**Task to carry out:** Print the data once more, exactly as supplied.

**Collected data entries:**
- - - -

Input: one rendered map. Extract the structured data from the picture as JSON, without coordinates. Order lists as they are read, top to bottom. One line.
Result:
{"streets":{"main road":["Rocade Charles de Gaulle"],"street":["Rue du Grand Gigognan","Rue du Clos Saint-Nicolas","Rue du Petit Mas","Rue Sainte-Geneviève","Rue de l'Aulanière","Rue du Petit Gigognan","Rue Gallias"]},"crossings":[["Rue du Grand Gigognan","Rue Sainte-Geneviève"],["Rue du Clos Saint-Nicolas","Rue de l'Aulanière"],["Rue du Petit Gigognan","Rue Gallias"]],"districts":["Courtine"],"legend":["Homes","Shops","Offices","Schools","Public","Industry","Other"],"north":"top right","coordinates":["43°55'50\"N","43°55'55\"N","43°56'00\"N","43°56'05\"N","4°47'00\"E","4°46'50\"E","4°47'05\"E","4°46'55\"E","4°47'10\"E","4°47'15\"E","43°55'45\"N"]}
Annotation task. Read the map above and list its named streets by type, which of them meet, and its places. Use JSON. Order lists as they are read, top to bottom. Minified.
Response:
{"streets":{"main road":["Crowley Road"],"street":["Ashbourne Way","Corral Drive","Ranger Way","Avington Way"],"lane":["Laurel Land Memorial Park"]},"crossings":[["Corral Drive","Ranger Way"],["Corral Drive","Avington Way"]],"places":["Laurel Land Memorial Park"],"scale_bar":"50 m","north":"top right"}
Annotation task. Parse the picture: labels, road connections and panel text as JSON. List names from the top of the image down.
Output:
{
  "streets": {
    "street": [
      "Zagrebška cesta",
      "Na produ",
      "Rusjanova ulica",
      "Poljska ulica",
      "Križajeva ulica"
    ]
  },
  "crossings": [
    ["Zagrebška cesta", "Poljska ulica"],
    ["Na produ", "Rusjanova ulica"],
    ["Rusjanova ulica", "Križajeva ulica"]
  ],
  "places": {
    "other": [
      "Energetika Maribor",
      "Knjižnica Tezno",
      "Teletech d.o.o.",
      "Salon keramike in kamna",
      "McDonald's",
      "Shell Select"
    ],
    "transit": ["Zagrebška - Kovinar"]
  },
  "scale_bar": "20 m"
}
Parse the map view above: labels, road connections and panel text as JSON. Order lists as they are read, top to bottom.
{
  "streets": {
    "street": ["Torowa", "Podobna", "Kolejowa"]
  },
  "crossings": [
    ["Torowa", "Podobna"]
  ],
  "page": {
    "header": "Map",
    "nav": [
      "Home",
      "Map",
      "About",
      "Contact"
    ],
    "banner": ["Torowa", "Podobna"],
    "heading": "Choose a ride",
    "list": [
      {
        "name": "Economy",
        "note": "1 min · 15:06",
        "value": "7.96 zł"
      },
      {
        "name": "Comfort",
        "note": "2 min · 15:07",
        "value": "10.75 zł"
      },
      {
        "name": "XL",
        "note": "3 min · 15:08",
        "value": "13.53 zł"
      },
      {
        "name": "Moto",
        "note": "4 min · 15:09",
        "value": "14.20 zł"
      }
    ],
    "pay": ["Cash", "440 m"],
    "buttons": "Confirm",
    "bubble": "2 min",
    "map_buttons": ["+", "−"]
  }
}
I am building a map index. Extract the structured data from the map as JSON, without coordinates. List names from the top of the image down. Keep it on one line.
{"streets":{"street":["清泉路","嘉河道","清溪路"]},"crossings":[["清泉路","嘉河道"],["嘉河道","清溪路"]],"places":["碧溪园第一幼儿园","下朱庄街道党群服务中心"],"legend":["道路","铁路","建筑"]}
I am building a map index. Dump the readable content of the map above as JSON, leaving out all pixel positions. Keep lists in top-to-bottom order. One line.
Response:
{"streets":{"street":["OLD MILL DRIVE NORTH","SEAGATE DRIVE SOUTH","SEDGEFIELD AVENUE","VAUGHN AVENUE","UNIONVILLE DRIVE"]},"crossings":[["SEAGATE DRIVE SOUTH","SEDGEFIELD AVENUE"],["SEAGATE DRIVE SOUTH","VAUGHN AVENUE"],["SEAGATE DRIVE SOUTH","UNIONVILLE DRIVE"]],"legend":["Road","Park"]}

- - - -

**Result below:**
Input: one rendered map. Extract the structured data from the picture as JSON, without coordinates. Order lists as they are read, top to bottom. One line.
Result:
{"streets":{"main road":["Rocade Charles de Gaulle"],"street":["Rue du Grand Gigognan","Rue du Clos Saint-Nicolas","Rue du Petit Mas","Rue Sainte-Geneviève","Rue de l'Aulanière","Rue du Petit Gigognan","Rue Gallias"]},"crossings":[["Rue du Grand Gigognan","Rue Sainte-Geneviève"],["Rue du Clos Saint-Nicolas","Rue de l'Aulanière"],["Rue du Petit Gigognan","Rue Gallias"]],"districts":["Courtine"],"legend":["Homes","Shops","Offices","Schools","Public","Industry","Other"],"north":"top right","coordinates":["43°55'50\"N","43°55'55\"N","43°56'00\"N","43°56'05\"N","4°47'00\"E","4°46'50\"E","4°47'05\"E","4°46'55\"E","4°47'10\"E","4°47'15\"E","43°55'45\"N"]}
Annotation task. Read the map above and list its named streets by type, which of them meet, and its places. Use JSON. Order lists as they are read, top to bottom. Minified.
Response:
{"streets":{"main road":["Crowley Road"],"street":["Ashbourne Way","Corral Drive","Ranger Way","Avington Way"],"lane":["Laurel Land Memorial Park"]},"crossings":[["Corral Drive","Ranger Way"],["Corral Drive","Avington Way"]],"places":["Laurel Land Memorial Park"],"scale_bar":"50 m","north":"top right"}
Annotation task. Parse the picture: labels, road connections and panel text as JSON. List names from the top of the image down.
Output:
{
  "streets": {
    "street": [
      "Zagrebška cesta",
      "Na produ",
      "Rusjanova ulica",
      "Poljska ulica",
      "Križajeva ulica"
    ]
  },
  "crossings": [
    ["Zagrebška cesta", "Poljska ulica"],
    ["Na produ", "Rusjanova ulica"],
    ["Rusjanova ulica", "Križajeva ulica"]
  ],
  "places": {
    "other": [
      "Energetika Maribor",
      "Knjižnica Tezno",
      "Teletech d.o.o.",
      "Salon keramike in kamna",
      "McDonald's",
      "Shell Select"
    ],
    "transit": ["Zagrebška - Kovinar"]
  },
  "scale_bar": "20 m"
}
Parse the map view above: labels, road connections and panel text as JSON. Order lists as they are read, top to bottom.
{
  "streets": {
    "street": ["Torowa", "Podobna", "Kolejowa"]
  },
  "crossings": [
    ["Torowa", "Podobna"]
  ],
  "page": {
    "header": "Map",
    "nav": [
      "Home",
      "Map",
      "About",
      "Contact"
    ],
    "banner": ["Torowa", "Podobna"],
    "heading": "Choose a ride",
    "list": [
      {
        "name": "Economy",
        "note": "1 min · 15:06",
        "value": "7.96 zł"
      },
      {
        "name": "Comfort",
        "note": "2 min · 15:07",
        "value": "10.75 zł"
      },
      {
        "name": "XL",
        "note": "3 min · 15:08",
        "value": "13.53 zł"
      },
      {
        "name": "Moto",
        "note": "4 min · 15:09",
        "value": "14.20 zł"
      }
    ],
    "pay": ["Cash", "440 m"],
    "buttons": "Confirm",
    "bubble": "2 min",
    "map_buttons": ["+", "−"]
  }
}
I am building a map index. Extract the structured data from the map as JSON, without coordinates. List names from the top of the image down. Keep it on one line.
{"streets":{"street":["清泉路","嘉河道","清溪路"]},"crossings":[["清泉路","嘉河道"],["嘉河道","清溪路"]],"places":["碧溪园第一幼儿园","下朱庄街道党群服务中心"],"legend":["道路","铁路","建筑"]}
I am building a map index. Dump the readable content of the map above as JSON, leaving out all pixel positions. Keep lists in top-to-bottom order. One line.
Response:
{"streets":{"street":["OLD MILL DRIVE NORTH","SEAGATE DRIVE SOUTH","SEDGEFIELD AVENUE","VAUGHN AVENUE","UNIONVILLE DRIVE"]},"crossings":[["SEAGATE DRIVE SOUTH","SEDGEFIELD AVENUE"],["SEAGATE DRIVE SOUTH","VAUGHN AVENUE"],["SEAGATE DRIVE SOUTH","UNIONVILLE DRIVE"]],"legend":["Road","Park"]}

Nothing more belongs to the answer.